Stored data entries
==============================

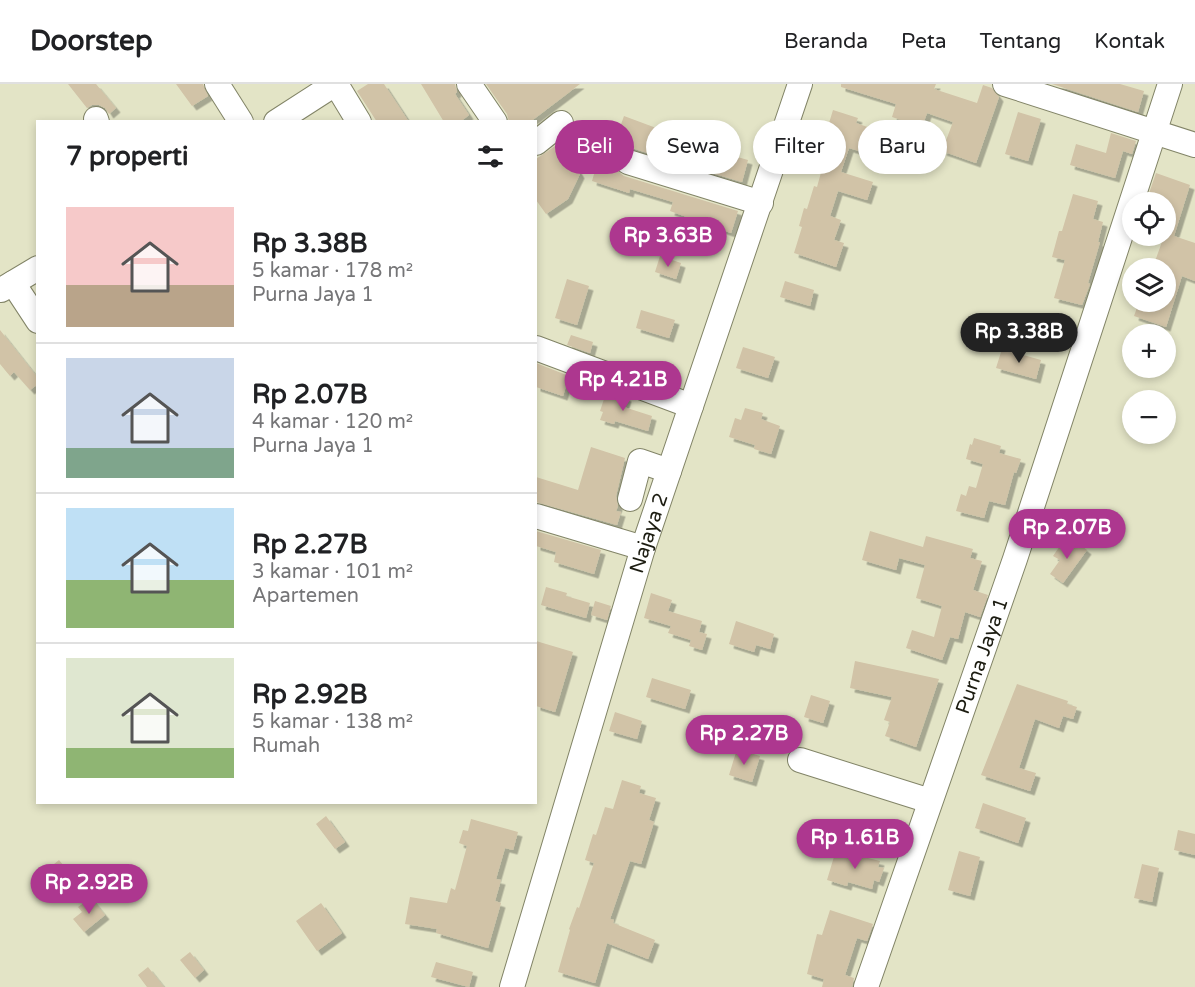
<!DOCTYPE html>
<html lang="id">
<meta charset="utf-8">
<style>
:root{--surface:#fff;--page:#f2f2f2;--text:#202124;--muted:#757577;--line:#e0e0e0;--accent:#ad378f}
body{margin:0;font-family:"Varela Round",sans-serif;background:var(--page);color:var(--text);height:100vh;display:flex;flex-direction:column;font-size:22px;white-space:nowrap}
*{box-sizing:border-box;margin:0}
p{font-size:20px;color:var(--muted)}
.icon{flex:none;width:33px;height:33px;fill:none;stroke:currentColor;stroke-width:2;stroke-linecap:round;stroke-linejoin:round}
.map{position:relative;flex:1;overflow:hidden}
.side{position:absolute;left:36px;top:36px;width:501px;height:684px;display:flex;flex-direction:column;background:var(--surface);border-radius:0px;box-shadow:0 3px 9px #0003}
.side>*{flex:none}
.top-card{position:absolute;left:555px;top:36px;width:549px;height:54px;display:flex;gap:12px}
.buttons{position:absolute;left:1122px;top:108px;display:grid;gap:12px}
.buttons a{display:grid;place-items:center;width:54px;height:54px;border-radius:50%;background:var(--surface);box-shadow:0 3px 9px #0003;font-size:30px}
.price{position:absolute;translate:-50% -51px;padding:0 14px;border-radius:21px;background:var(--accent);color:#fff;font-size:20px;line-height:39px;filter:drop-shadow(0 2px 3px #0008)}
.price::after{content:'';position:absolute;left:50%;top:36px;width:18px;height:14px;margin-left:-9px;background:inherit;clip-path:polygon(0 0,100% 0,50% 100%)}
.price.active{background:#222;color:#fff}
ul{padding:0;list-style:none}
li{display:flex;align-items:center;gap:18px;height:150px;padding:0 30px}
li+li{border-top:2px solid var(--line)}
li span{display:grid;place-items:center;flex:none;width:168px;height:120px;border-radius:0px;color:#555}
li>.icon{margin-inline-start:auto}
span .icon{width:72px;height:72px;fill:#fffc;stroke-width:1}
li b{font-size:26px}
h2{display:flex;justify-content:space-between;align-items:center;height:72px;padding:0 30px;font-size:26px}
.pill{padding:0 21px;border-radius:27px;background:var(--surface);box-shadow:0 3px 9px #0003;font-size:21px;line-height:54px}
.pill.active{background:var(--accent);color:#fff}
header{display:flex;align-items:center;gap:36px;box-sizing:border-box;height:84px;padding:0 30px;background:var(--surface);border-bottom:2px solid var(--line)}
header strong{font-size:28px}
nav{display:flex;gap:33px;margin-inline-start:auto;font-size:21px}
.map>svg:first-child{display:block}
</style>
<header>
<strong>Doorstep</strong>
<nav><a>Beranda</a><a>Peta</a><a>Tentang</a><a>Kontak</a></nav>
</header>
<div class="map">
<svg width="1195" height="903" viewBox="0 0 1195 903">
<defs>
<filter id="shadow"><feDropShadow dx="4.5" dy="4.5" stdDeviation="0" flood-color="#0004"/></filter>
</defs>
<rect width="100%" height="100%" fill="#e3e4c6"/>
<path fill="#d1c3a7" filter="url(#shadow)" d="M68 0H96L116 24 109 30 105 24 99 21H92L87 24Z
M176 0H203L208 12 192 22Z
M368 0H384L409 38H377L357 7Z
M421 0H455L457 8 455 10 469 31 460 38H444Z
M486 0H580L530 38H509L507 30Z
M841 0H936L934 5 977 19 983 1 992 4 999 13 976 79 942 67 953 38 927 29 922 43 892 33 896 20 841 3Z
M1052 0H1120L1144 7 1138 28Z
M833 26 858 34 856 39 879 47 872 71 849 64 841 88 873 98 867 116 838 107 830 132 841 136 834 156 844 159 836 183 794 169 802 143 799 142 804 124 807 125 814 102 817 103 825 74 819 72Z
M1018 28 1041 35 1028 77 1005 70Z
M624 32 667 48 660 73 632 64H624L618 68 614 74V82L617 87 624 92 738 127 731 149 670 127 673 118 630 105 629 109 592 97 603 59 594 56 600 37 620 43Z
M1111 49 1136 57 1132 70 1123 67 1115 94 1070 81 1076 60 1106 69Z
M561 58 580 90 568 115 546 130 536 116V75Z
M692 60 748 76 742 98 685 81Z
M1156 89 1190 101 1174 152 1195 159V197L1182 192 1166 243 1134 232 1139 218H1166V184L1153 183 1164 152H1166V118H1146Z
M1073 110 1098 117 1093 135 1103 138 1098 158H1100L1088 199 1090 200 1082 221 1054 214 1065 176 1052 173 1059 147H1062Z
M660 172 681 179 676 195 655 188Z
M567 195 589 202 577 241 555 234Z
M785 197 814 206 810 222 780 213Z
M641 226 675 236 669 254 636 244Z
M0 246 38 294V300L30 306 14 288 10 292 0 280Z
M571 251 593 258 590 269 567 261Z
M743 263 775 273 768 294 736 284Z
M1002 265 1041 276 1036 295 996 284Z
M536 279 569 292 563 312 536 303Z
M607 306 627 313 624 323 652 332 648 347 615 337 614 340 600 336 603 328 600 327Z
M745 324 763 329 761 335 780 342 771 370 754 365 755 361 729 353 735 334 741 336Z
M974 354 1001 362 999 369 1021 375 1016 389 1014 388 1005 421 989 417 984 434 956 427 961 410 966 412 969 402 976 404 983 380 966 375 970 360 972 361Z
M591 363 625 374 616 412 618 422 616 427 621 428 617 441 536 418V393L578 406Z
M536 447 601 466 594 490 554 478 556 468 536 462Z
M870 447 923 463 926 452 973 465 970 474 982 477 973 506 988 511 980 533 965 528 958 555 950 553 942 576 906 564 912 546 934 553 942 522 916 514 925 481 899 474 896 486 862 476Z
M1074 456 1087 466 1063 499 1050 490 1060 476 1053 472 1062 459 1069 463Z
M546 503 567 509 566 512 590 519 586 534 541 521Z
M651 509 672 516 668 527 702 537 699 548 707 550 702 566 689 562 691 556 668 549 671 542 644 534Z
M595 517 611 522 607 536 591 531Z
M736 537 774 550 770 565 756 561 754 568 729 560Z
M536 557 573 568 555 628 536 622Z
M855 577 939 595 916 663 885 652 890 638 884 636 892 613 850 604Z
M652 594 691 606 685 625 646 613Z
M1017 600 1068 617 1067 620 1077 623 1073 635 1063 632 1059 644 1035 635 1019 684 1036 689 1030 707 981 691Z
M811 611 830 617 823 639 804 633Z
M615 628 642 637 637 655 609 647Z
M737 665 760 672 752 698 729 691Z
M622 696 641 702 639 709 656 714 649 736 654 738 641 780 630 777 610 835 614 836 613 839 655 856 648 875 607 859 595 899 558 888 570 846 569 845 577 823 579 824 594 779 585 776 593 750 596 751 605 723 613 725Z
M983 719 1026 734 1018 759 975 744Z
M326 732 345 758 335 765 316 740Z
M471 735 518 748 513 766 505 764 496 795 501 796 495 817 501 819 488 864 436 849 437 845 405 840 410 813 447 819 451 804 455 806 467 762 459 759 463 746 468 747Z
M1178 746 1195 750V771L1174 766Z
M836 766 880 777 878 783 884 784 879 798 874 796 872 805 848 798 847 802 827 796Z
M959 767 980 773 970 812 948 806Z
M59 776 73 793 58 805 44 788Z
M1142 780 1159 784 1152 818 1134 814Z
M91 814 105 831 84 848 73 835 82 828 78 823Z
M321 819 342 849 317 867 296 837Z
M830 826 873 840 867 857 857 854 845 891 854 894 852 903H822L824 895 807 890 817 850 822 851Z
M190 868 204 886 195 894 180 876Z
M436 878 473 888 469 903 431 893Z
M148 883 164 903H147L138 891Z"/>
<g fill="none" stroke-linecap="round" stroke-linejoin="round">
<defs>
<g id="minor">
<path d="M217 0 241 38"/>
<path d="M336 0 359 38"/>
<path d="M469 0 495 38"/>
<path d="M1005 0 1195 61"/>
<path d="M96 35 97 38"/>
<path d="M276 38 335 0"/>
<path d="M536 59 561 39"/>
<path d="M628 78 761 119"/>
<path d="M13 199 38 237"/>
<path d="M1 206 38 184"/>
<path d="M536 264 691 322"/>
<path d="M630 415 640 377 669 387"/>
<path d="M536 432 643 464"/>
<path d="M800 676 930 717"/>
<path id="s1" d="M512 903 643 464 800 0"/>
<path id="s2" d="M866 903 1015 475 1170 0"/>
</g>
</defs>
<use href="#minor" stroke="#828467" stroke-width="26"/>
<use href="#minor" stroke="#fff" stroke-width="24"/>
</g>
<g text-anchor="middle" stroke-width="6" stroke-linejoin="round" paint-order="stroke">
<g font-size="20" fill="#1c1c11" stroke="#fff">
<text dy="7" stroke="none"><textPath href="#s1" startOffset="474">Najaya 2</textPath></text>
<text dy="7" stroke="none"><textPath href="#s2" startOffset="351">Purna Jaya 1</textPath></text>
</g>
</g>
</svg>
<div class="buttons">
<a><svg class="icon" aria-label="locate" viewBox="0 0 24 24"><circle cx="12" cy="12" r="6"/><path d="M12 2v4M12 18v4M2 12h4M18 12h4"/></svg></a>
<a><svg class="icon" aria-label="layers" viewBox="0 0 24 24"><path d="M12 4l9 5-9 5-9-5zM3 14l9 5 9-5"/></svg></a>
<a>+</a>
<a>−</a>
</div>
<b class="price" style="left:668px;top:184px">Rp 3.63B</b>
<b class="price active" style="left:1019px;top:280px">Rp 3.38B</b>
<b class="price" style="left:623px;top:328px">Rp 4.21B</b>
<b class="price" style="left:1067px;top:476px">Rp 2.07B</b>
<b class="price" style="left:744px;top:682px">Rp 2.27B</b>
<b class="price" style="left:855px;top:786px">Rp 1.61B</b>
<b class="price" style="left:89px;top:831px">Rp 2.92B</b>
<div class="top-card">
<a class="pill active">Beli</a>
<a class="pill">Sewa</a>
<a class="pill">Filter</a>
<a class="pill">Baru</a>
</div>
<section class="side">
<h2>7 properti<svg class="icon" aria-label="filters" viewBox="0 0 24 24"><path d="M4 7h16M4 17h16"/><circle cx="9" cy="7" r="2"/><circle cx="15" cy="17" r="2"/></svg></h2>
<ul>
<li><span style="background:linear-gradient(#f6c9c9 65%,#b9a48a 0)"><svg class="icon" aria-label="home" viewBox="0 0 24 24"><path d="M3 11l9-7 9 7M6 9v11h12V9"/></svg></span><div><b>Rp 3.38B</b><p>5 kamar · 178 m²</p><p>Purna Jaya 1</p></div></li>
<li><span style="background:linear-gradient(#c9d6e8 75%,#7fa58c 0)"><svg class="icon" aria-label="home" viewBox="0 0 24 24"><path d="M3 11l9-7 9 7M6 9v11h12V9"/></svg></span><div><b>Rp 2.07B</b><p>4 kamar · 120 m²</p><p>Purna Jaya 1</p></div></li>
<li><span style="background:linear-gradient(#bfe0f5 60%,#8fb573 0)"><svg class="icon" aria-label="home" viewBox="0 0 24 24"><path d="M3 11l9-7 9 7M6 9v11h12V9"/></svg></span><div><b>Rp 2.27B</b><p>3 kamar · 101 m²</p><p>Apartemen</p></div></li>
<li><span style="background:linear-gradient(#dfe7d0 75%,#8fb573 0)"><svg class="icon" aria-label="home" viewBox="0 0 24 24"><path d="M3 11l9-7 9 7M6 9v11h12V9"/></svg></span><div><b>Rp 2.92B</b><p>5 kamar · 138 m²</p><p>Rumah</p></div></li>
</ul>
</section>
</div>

==============================

- Work item: Go through the records and report each line that contains "sizing".

- Answer for this exercise:
*{box-sizing:border-box;margin:0}
header{display:flex;align-items:center;gap:36px;box-sizing:border-box;height:84px;padding:0 30px;background:var(--surface);border-bottom:2px solid var(--line)}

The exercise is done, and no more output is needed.